If you are really dedicated to getting paid to hike, you can pursue a career as a hiking/backpacking guide. Be aware that you will be very, very poor. These jobs tend to be very location-specific, so knowing all sorts of things about the ecology, geology, and history of an area will get you an edge. But the biggest skill here is people skills - the ability to meet a stranger and like them, and get them to like you, and then keep the good times rolling for several days in the woods where you all have nothing to do but talk.
Tradespeople in Canada get paid better than white collar workers on average.
Tradespeople get paid better than labourers or service workers.
I don’t know where you live that the opposite is true.
Telecoms tradespeople in Canada are paid like absolute garbage. They used to be (and some still are, but they’re dwindling) part of the steelworker’s union, but they were hit hard by union busting, so now the majority are contractors who get paid by the job. This means a full 5 hour run of fibre to get a home set up pays the same as plugging a single wire in at the CO. But it’s luck of tue draw, and with the telcos cutting corners on everything, the “plug in a wire” jobs are like unicorns.
Plus the rack people have all been laid off, so the guys have to do that job on top of their own, and the IT side has all been offshored to folks who are not trained or paid enough to be competent. So what should be a 45 minute job that they could do 11 of in a single day now takes 2 hours, meaning they’re only getting paid for 4.

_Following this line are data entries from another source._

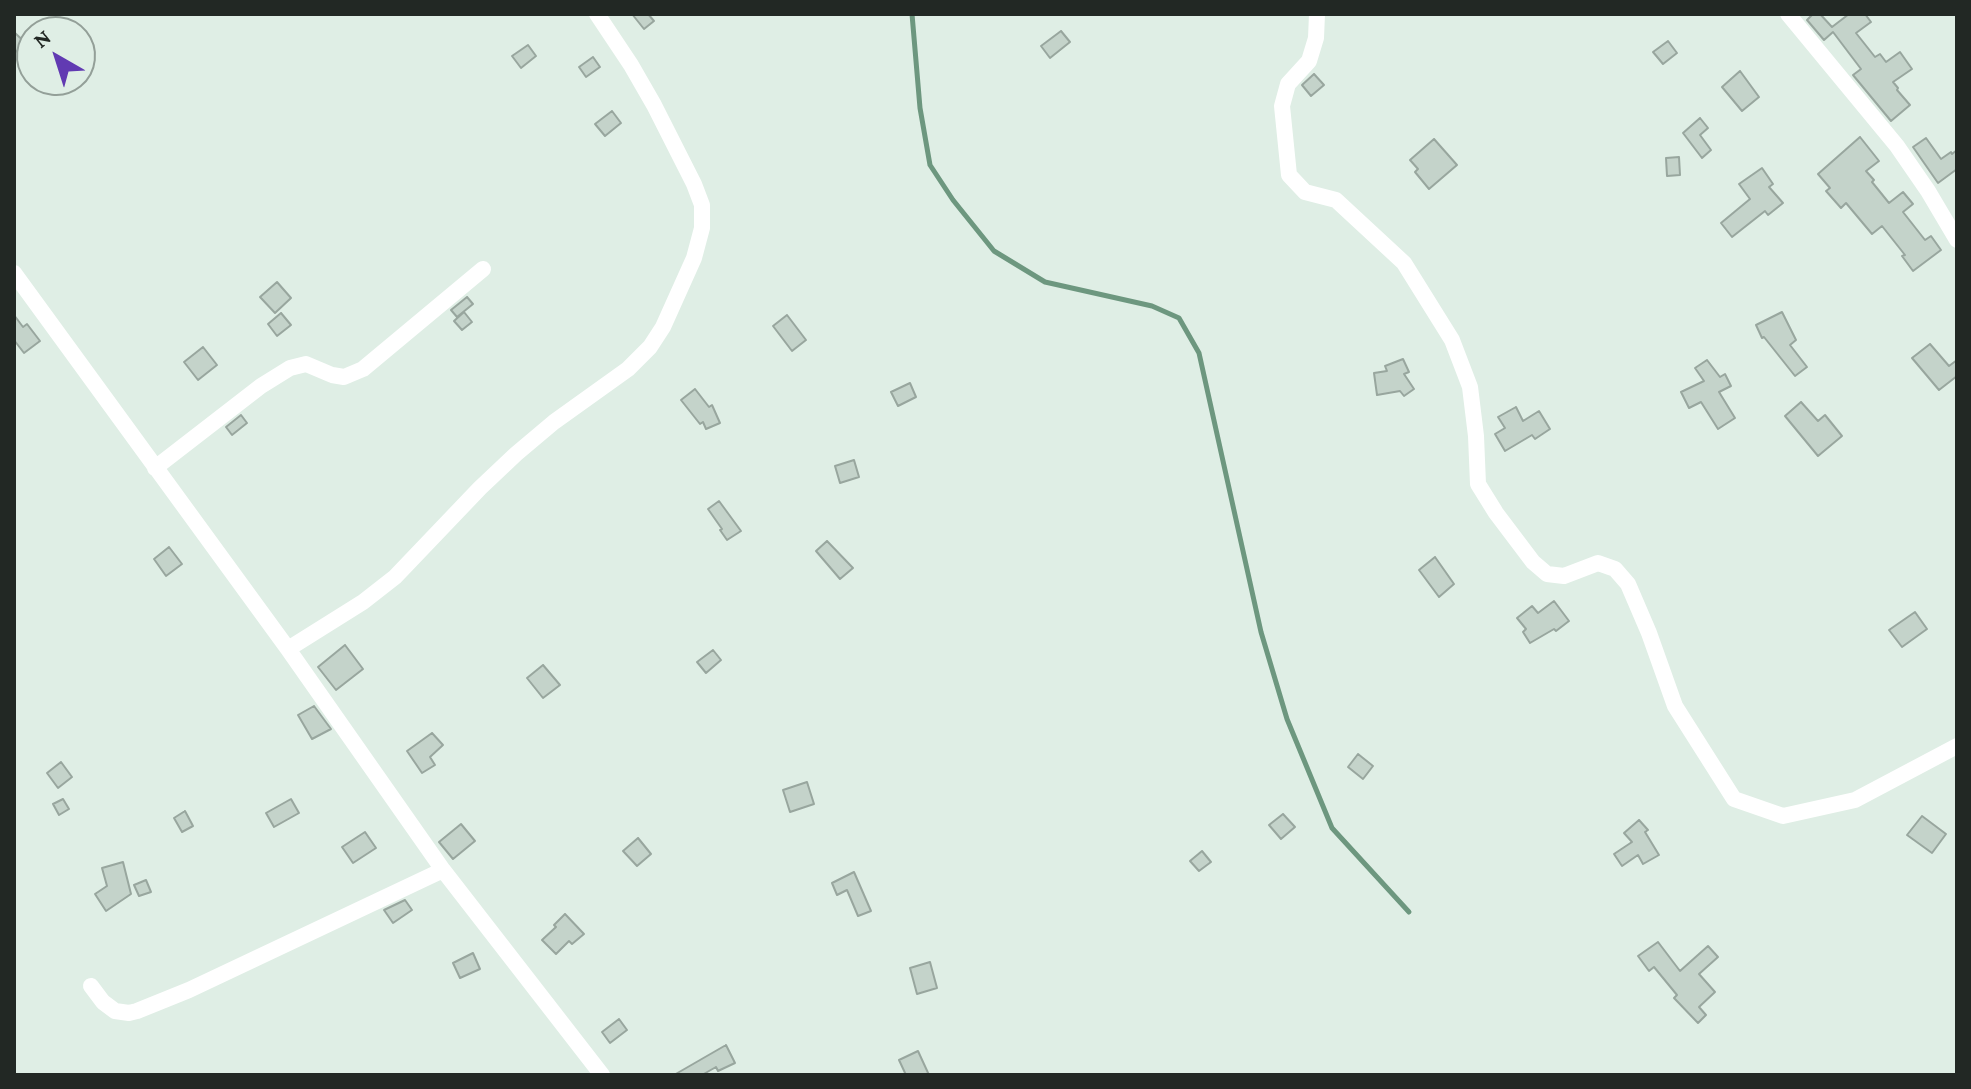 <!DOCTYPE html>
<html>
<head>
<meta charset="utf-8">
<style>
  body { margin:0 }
  #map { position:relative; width:1971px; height:1089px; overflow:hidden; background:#dfeee5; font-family:"Crimson Pro",serif }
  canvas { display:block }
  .frame { position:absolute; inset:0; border:16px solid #222824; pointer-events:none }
  .north { position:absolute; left:16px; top:16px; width:80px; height:80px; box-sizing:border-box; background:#dfeee5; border:2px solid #939f98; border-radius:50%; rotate:321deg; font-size:22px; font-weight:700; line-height:32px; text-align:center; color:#222824 }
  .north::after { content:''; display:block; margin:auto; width:28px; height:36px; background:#613ab2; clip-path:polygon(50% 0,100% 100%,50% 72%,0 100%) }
</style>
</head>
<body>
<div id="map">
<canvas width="1971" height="1089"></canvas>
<div class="frame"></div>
<div class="north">N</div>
</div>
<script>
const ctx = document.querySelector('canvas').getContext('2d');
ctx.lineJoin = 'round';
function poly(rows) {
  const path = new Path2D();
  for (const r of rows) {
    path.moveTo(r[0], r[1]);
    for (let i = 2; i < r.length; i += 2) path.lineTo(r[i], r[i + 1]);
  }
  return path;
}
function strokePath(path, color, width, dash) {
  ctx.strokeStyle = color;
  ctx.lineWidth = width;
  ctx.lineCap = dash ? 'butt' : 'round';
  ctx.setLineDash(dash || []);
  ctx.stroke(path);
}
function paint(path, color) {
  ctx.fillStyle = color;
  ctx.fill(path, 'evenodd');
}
const stream = poly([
  [912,14,920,108,930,165,953,200,994,251,1045,282,1152,306,1179,318,1199,353,1261,632,1287,719,1332,828,1409,912]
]);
const building = poly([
  [632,14,648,14,654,21,644,29,632,14],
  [1813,14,1820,14,1832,27,1849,14,1865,14,1871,22,1856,33,1875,57,1880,54,1886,62,1900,52,1912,69,1893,82,1898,88,1897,90,1910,105,1891,121,1853,75,1861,69,1833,32,1824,40,1807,20,1813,14],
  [1061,31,1070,42,1050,58,1041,46,1061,31],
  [14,32,32,49,32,65,14,49,14,32],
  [1668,41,1677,53,1663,64,1653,52,1668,41],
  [528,45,536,56,521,68,512,56,528,45],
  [593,57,600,67,586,77,579,67,593,57],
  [1740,71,1759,97,1742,111,1722,87,1740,71],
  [1314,74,1324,85,1311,96,1302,85,1314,74],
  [612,111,621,123,605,136,595,124,612,111],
  [1700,118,1708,128,1700,135,1711,150,1702,158,1683,133,1700,118],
  [1860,137,1879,161,1866,171,1874,180,1872,182,1889,203,1903,192,1913,204,1903,212,1925,240,1931,236,1941,250,1913,271,1902,256,1905,255,1882,226,1872,234,1846,203,1841,208,1826,191,1830,188,1818,174,1860,137],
  [1926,138,1941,159,1951,152,1952,154,1957,150,1957,169,1938,183,1913,147,1926,138],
  [1434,139,1457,165,1429,189,1415,172,1418,169,1410,160,1434,139],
  [1679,157,1680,175,1667,176,1666,158,1679,157],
  [1762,168,1773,184,1769,187,1783,203,1768,215,1765,211,1732,237,1721,223,1750,199,1739,184,1762,168],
  [277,282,291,298,275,313,260,297,277,282],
  [467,297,473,304,457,317,451,310,467,297],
  [464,312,472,322,462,330,454,321,464,312],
  [1782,312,1796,340,1790,345,1807,367,1795,376,1764,337,1762,338,1756,325,1782,312],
  [281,313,291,325,277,336,268,324,281,313],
  [14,315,23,327,27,324,40,341,24,353,14,340,14,315],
  [787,315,806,340,792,351,773,326,787,315],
  [1930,344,1949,366,1957,360,1957,376,1939,390,1912,358,1930,344],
  [203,347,217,365,198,380,184,362,203,347],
  [1403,359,1409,372,1404,374,1414,389,1404,396,1400,391,1377,395,1374,373,1387,371,1385,366,1403,359],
  [1707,360,1720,377,1725,374,1731,386,1719,392,1735,418,1718,429,1701,402,1689,408,1681,392,1704,381,1695,368,1707,360],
  [910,383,916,397,898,406,891,392,910,383],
  [695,389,709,407,712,405,720,423,706,429,703,422,700,424,681,400,695,389],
  [1801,402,1818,421,1825,415,1842,436,1818,456,1785,416,1801,402],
  [1516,407,1523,421,1539,411,1550,429,1535,439,1532,435,1505,451,1495,434,1505,428,1498,417,1516,407],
  [241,415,247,423,232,435,226,427,241,415],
  [854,460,859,477,840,483,835,466,854,460],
  [719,501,741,531,727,540,720,530,722,529,708,509,719,501],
  [827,541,853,568,840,579,816,551,827,541],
  [169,547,182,564,166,576,154,559,169,547],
  [1435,557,1454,584,1439,597,1419,570,1435,557],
  [1554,601,1569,621,1556,631,1554,629,1530,643,1523,632,1526,629,1517,618,1532,606,1538,613,1554,601],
  [1915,612,1927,629,1902,647,1889,630,1915,612],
  [345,645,363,669,336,690,318,667,345,645],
  [713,650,721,660,706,673,697,662,713,650],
  [543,665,560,685,543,698,527,678,543,665],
  [314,706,331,729,312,739,298,715,314,706],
  [432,733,443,745,430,757,435,765,422,773,407,751,432,733],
  [1358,754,1373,766,1363,779,1348,767,1358,754],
  [61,762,72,777,58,788,47,773,61,762],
  [807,782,814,804,790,812,783,790,807,782],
  [63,799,69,809,59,815,53,804,63,799],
  [291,799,299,813,274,827,266,813,291,799],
  [185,811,193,826,182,832,174,818,185,811],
  [1283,814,1295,827,1281,839,1269,825,1283,814],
  [1922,816,1946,834,1932,853,1907,835,1922,816],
  [1639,820,1648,830,1645,832,1659,855,1643,864,1638,855,1622,866,1614,854,1632,842,1624,833,1639,820],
  [461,824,475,841,453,859,439,842,461,824],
  [365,832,376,848,353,863,342,847,365,832],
  [638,838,651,854,637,866,623,851,638,838],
  [1202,851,1211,862,1199,871,1190,861,1202,851],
  [123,862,131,894,106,911,95,894,107,886,102,868,123,862],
  [854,872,871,911,858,916,847,890,837,895,832,883,854,872],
  [146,880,151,892,139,896,134,885,146,880],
  [405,900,412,910,393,923,384,910,405,900],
  [565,914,584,934,572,944,569,941,556,954,542,940,556,927,554,925,565,914],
  [1658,942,1680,971,1708,946,1718,957,1699,974,1715,992,1699,1007,1706,1015,1698,1023,1674,998,1677,995,1654,967,1649,971,1638,956,1658,942],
  [473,953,480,969,460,978,453,963,473,953],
  [930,962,937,988,917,994,910,968,930,962],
  [619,1019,627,1030,610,1043,602,1032,619,1019],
  [726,1045,735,1063,718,1071,716,1067,702,1075,674,1075,726,1045],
  [918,1051,929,1075,906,1075,899,1060,918,1051]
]);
const minor = poly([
  [1317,14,1316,38,1309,61,1288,84,1282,106,1289,175,1305,192,1336,200,1404,263,1452,340,1470,387,1476,436,1478,484,1496,513,1533,562,1547,574,1564,576,1598,563,1615,569,1628,584,1649,633,1675,706,1734,799,1783,816,1855,800,1957,746],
  [1788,14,1897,146,1928,191,1957,240],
  [14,273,288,649,443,870,602,1075],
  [155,468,261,386,290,368,306,364,332,375,344,377,363,369,483,269],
  [288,649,363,602,395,577,480,488,516,454,554,422,628,369,650,347,663,327,694,258,702,228,702,205,694,184,654,105,631,65,597,14],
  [91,986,103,1002,115,1011,129,1013,137,1011,189,990,443,870]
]);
strokePath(stream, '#6d977f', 5);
paint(building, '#c4d3ca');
strokePath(building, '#98a69e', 2);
strokePath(minor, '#fff', 16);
</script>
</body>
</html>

It would not surprise me if other blue collar industries started following suit.
2.5 years
I hate to say it, but that’s way too long to work at one company. ABC (Always Be Churning).
expert IT is in good shape it’s entry level that’s hard to break into.
IT/DevOPS geeks (and some developers) are a special case. You spend all your free time ADHD home-labbing new tech and end up bringing that to work.
It’s kind of backward of most other work :)
White parents: you can be whatever you want to be. Go to school and explore!
Asian parents: don’t listen to Shane. Shane is going to be living with his parents until he’s 40.
Like most kids, I was enamored by the 90s Disney animations. So while Pixar was dominating, I got a bachelor’s in 2D animation.
Graduated to no jobs. Animation work is shipped overseas. And the little animation jobs there are were concentrated in a few parts of the US.
Not once have I ever made any income from my background.
Been working on marketing for a decade adding more garbage to this world.